→ Work task:
Everything in the listing below must be reproduced exactly, apart from its images.

→ Dataset excerpts:
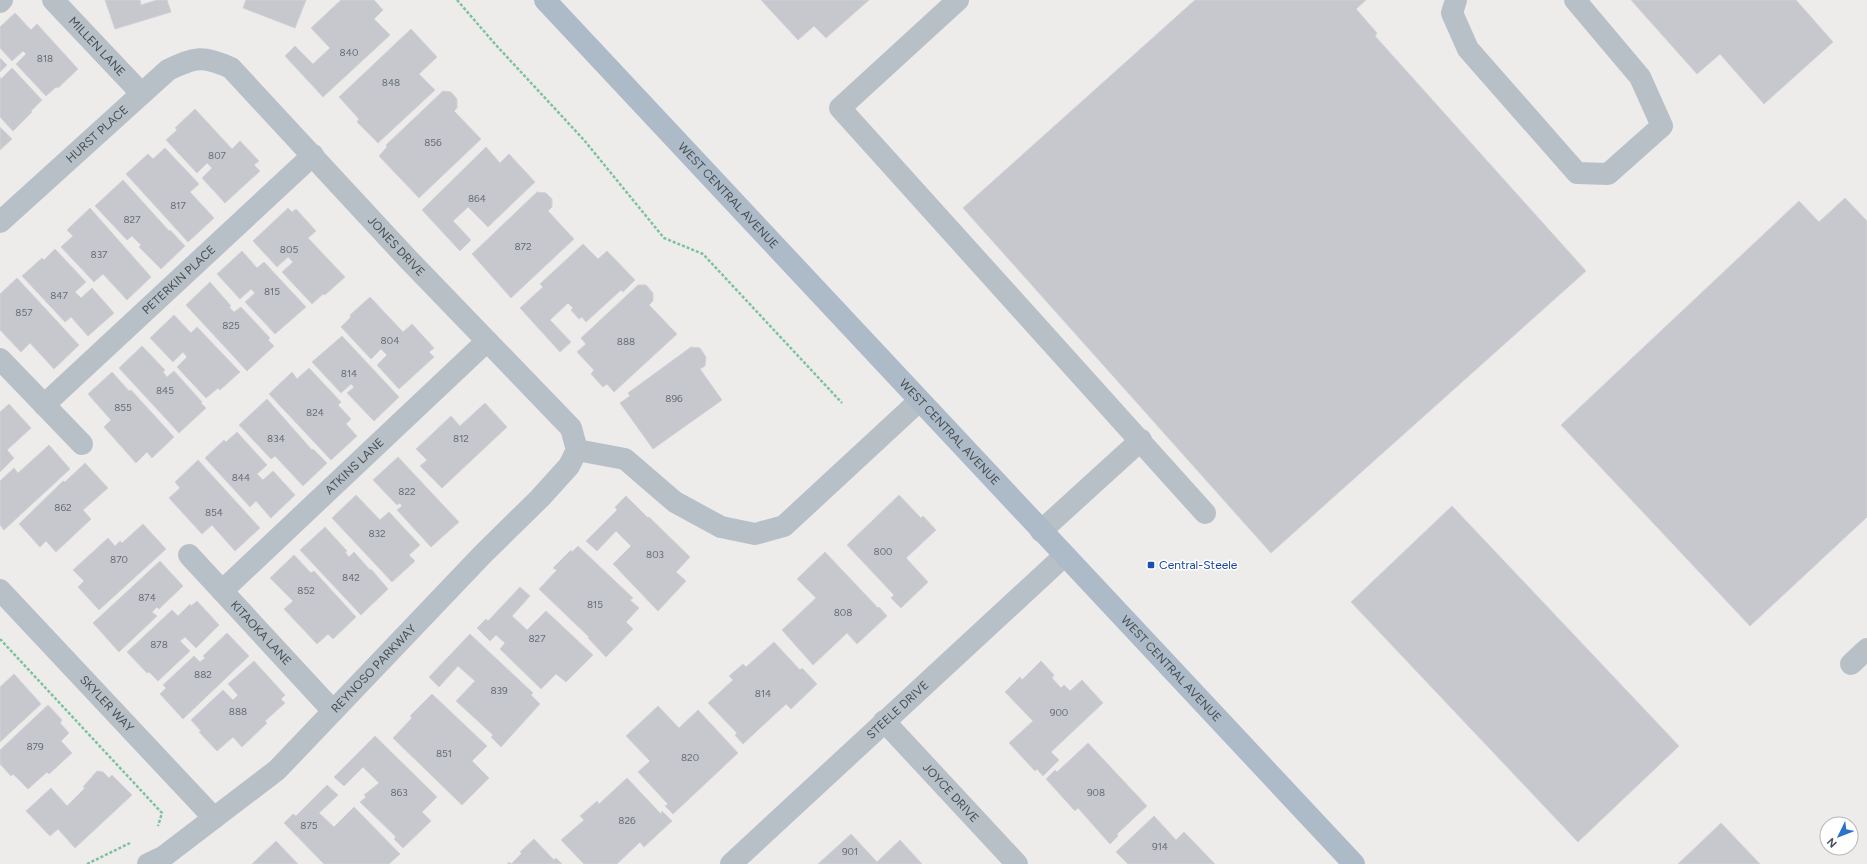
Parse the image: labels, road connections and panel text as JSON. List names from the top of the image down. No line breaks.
{"streets":{"main road":["WEST CENTRAL AVENUE"],"street":["MILLEN LANE","HURST PLACE","JONES DRIVE","PETERKIN PLACE","ATKINS LANE","KITAOKA LANE","REYNOSO PARKWAY","SKYLER WAY","STEELE DRIVE","JOYCE DRIVE"]},"crossings":[["MILLEN LANE","HURST PLACE"],["HURST PLACE","JONES DRIVE"],["WEST CENTRAL AVENUE","STEELE DRIVE"],["JONES DRIVE","PETERKIN PLACE"],["JONES DRIVE","ATKINS LANE"],["JONES DRIVE","REYNOSO PARKWAY"],["ATKINS LANE","KITAOKA LANE"],["KITAOKA LANE","REYNOSO PARKWAY"],["REYNOSO PARKWAY","SKYLER WAY"],["STEELE DRIVE","JOYCE DRIVE"]],"places":{"transit":["Central-Steele"]},"house_numbers":["840","818","848","856","807","864","817","827","872","805","837","815","847","857","825","804","888","814","845","896","855","824","834","812","844","822","862","854","832","800","803","870","842","852","874","815","808","827","878","882","839","814","888","900","879","851","820","863","908","826","875","914","901"],"north":"bottom left"}
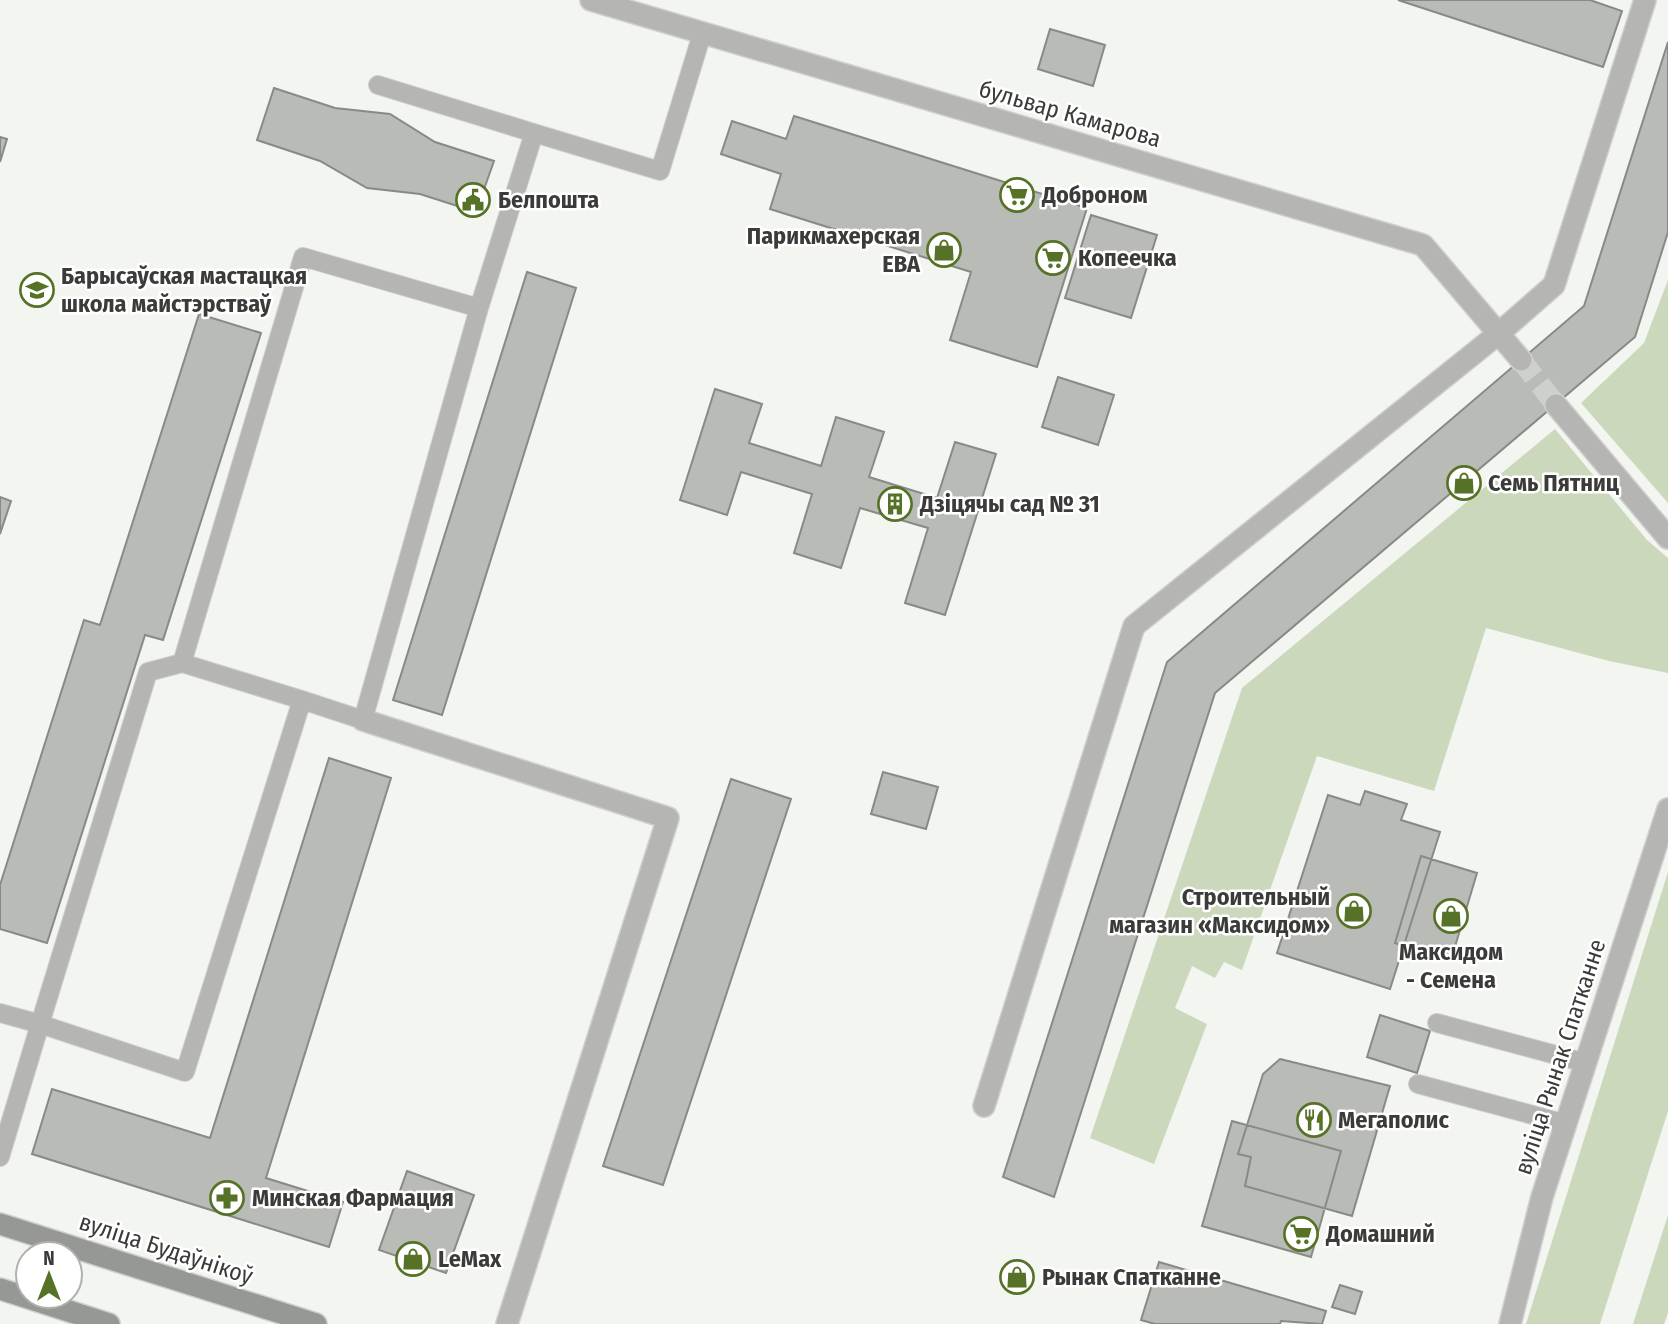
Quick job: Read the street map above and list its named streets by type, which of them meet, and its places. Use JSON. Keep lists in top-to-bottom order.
{
  "streets": {
    "street": ["бульвар Камарова", "вуліца Рынак Спатканне", "вуліца Будаўнікоў"]
  },
  "places": {
    "supermarket": ["Доброном", "Копеечка", "Домашний"],
    "public building": ["Белпошта"],
    "shop": [
      "Парикмахерская ЕВА",
      "Семь Пятниц",
      "Строительный магазин «Максидом»",
      "Максидом - Семена",
      "LeMax",
      "Рынак Спатканне"
    ],
    "school or university": ["Барысаўская мастацкая школа майстэрстваў"],
    "building": ["Дзіцячы сад № 31"],
    "restaurant": ["Мегаполис"],
    "pharmacy": ["Минская Фармация"]
  },
  "north": "top"
}
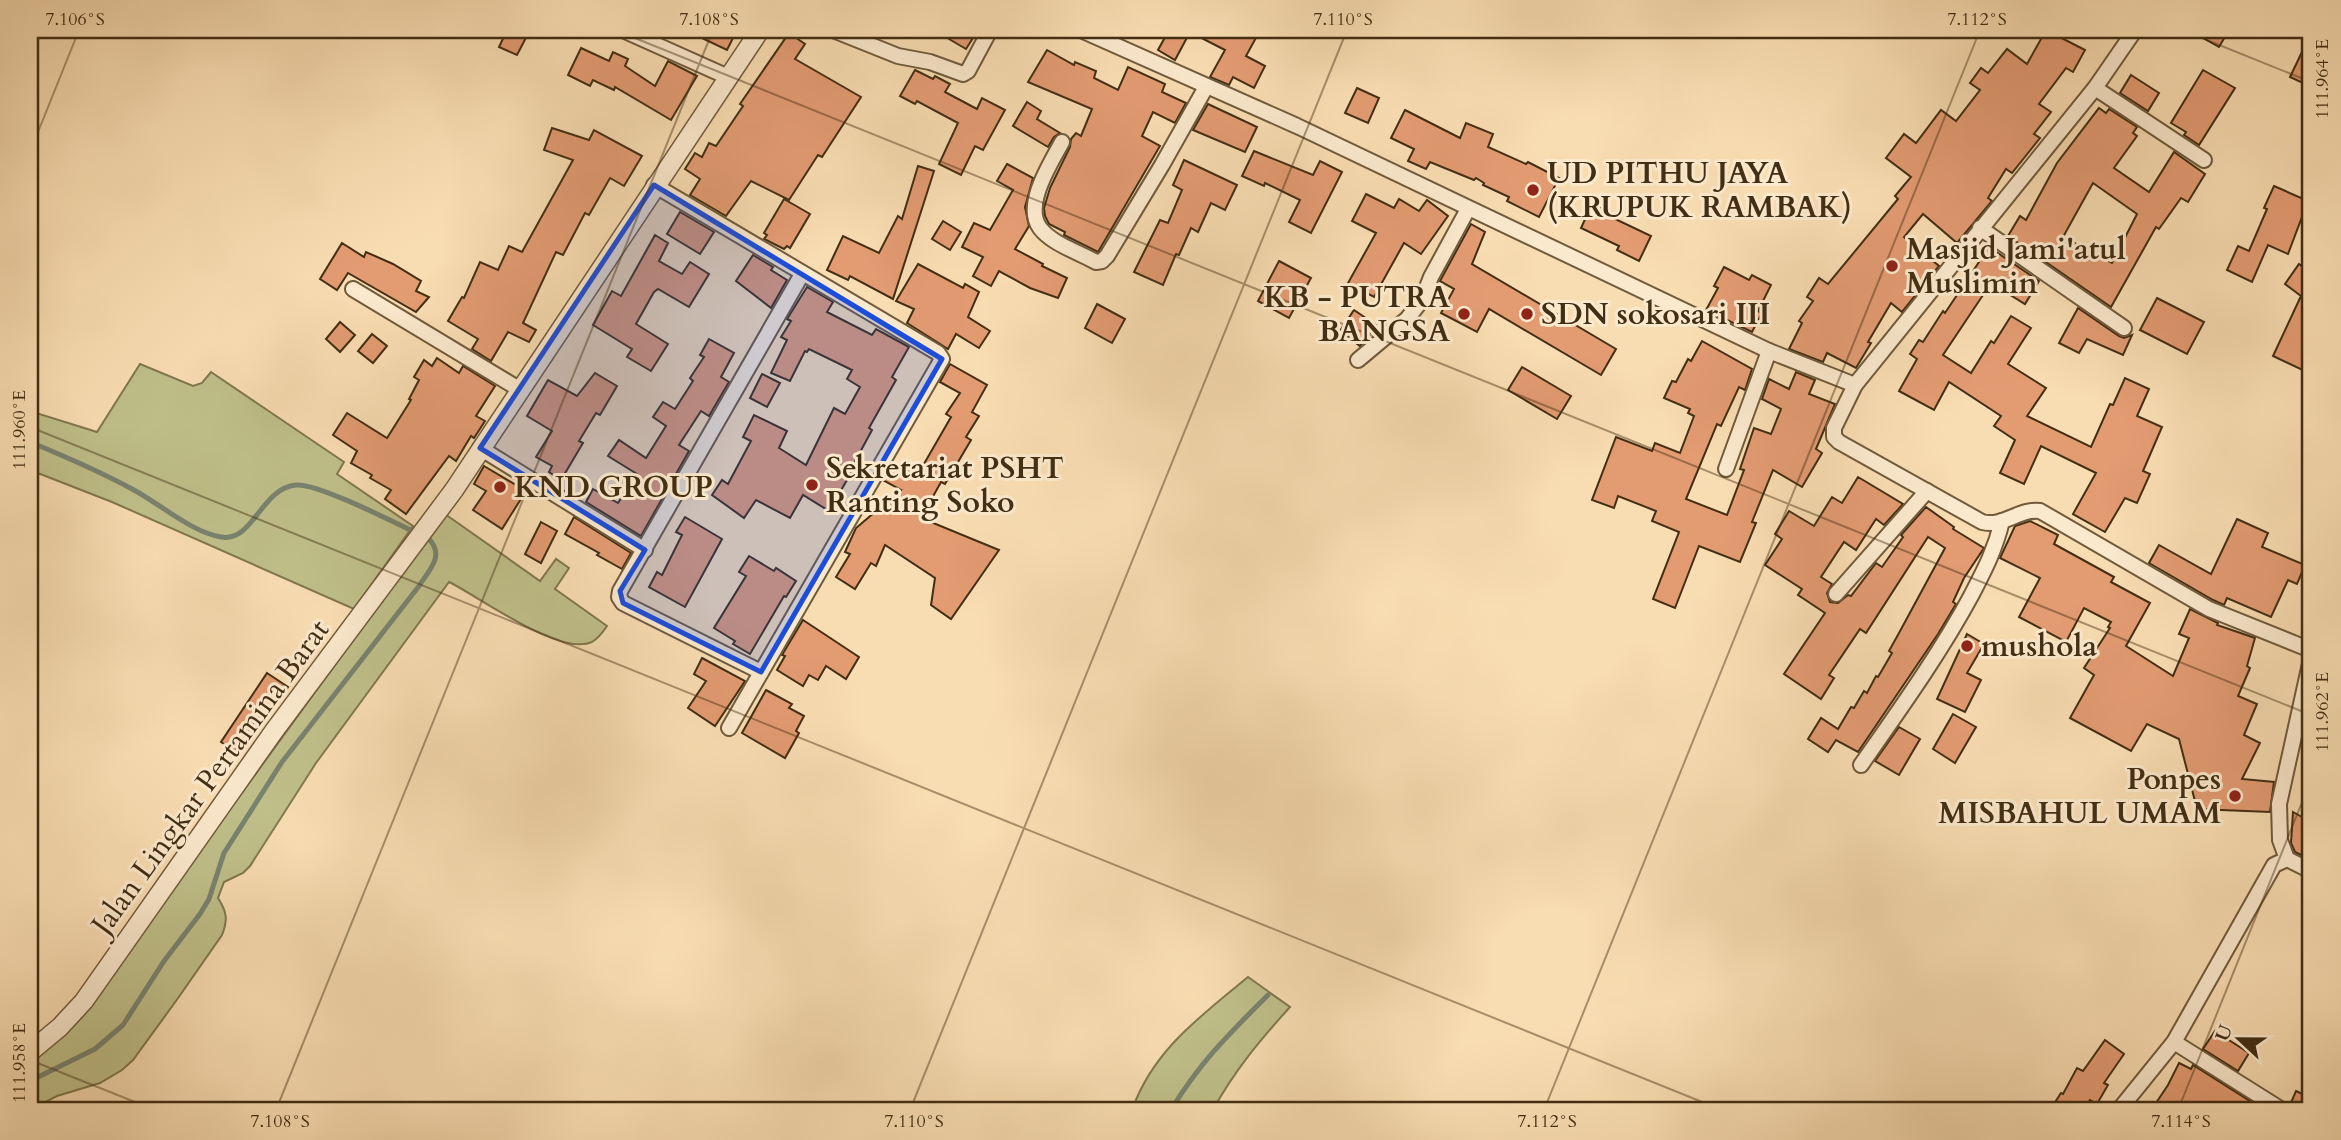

→ Solution to this task:
Parse the image: labels, road connections and panel text as JSON. List names from the top of the image down. No line breaks.
{"streets":{"main road":["WEST CENTRAL AVENUE"],"street":["MILLEN LANE","HURST PLACE","JONES DRIVE","PETERKIN PLACE","ATKINS LANE","KITAOKA LANE","REYNOSO PARKWAY","SKYLER WAY","STEELE DRIVE","JOYCE DRIVE"]},"crossings":[["MILLEN LANE","HURST PLACE"],["HURST PLACE","JONES DRIVE"],["WEST CENTRAL AVENUE","STEELE DRIVE"],["JONES DRIVE","PETERKIN PLACE"],["JONES DRIVE","ATKINS LANE"],["JONES DRIVE","REYNOSO PARKWAY"],["ATKINS LANE","KITAOKA LANE"],["KITAOKA LANE","REYNOSO PARKWAY"],["REYNOSO PARKWAY","SKYLER WAY"],["STEELE DRIVE","JOYCE DRIVE"]],"places":{"transit":["Central-Steele"]},"house_numbers":["840","818","848","856","807","864","817","827","872","805","837","815","847","857","825","804","888","814","845","896","855","824","834","812","844","822","862","854","832","800","803","870","842","852","874","815","808","827","878","882","839","814","888","900","879","851","820","863","908","826","875","914","901"],"north":"bottom left"}
Quick job: Read the street map above and list its named streets by type, which of them meet, and its places. Use JSON. Keep lists in top-to-bottom order.
{
  "streets": {
    "street": ["бульвар Камарова", "вуліца Рынак Спатканне", "вуліца Будаўнікоў"]
  },
  "places": {
    "supermarket": ["Доброном", "Копеечка", "Домашний"],
    "public building": ["Белпошта"],
    "shop": [
      "Парикмахерская ЕВА",
      "Семь Пятниц",
      "Строительный магазин «Максидом»",
      "Максидом - Семена",
      "LeMax",
      "Рынак Спатканне"
    ],
    "school or university": ["Барысаўская мастацкая школа майстэрстваў"],
    "building": ["Дзіцячы сад № 31"],
    "restaurant": ["Мегаполис"],
    "pharmacy": ["Минская Фармация"]
  },
  "north": "top"
}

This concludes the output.